Aim of the exercise:
Images in the records should be skipped while the rest is transcribed verbatim.

***

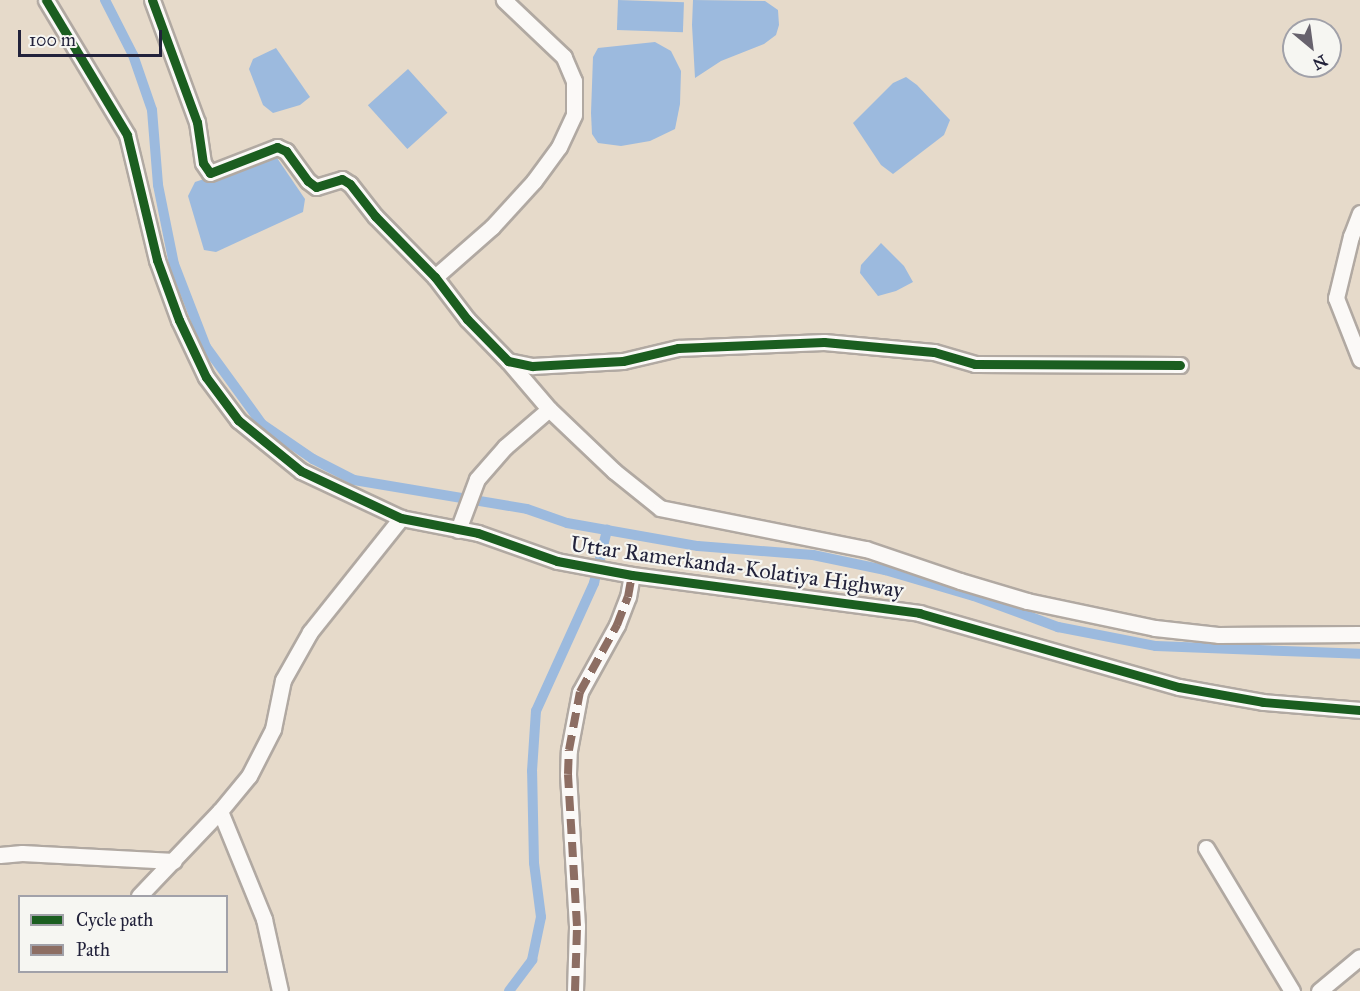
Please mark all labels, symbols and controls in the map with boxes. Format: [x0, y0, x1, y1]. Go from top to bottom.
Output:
scale bar [21, 18, 165, 56]
north arrow [1282, 18, 1342, 78]
text: 100 m [29, 29, 76, 51]
text: N [1309, 51, 1331, 74]
street label: Uttar Ramerkanda-Kolatiya Highway [569, 531, 905, 603]
legend [18, 895, 228, 973]
text: Cycle path [76, 909, 153, 931]
text: Path [76, 939, 110, 961]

***

Answer to this exercise:
Please mark all labels, symbols and controls in the map with boxes. Format: [x0, y0, x1, y1]. Go from top to bottom.
Output:
scale bar [21, 18, 165, 56]
north arrow [1282, 18, 1342, 78]
text: 100 m [29, 29, 76, 51]
text: N [1309, 51, 1331, 74]
street label: Uttar Ramerkanda-Kolatiya Highway [569, 531, 905, 603]
legend [18, 895, 228, 973]
text: Cycle path [76, 909, 153, 931]
text: Path [76, 939, 110, 961]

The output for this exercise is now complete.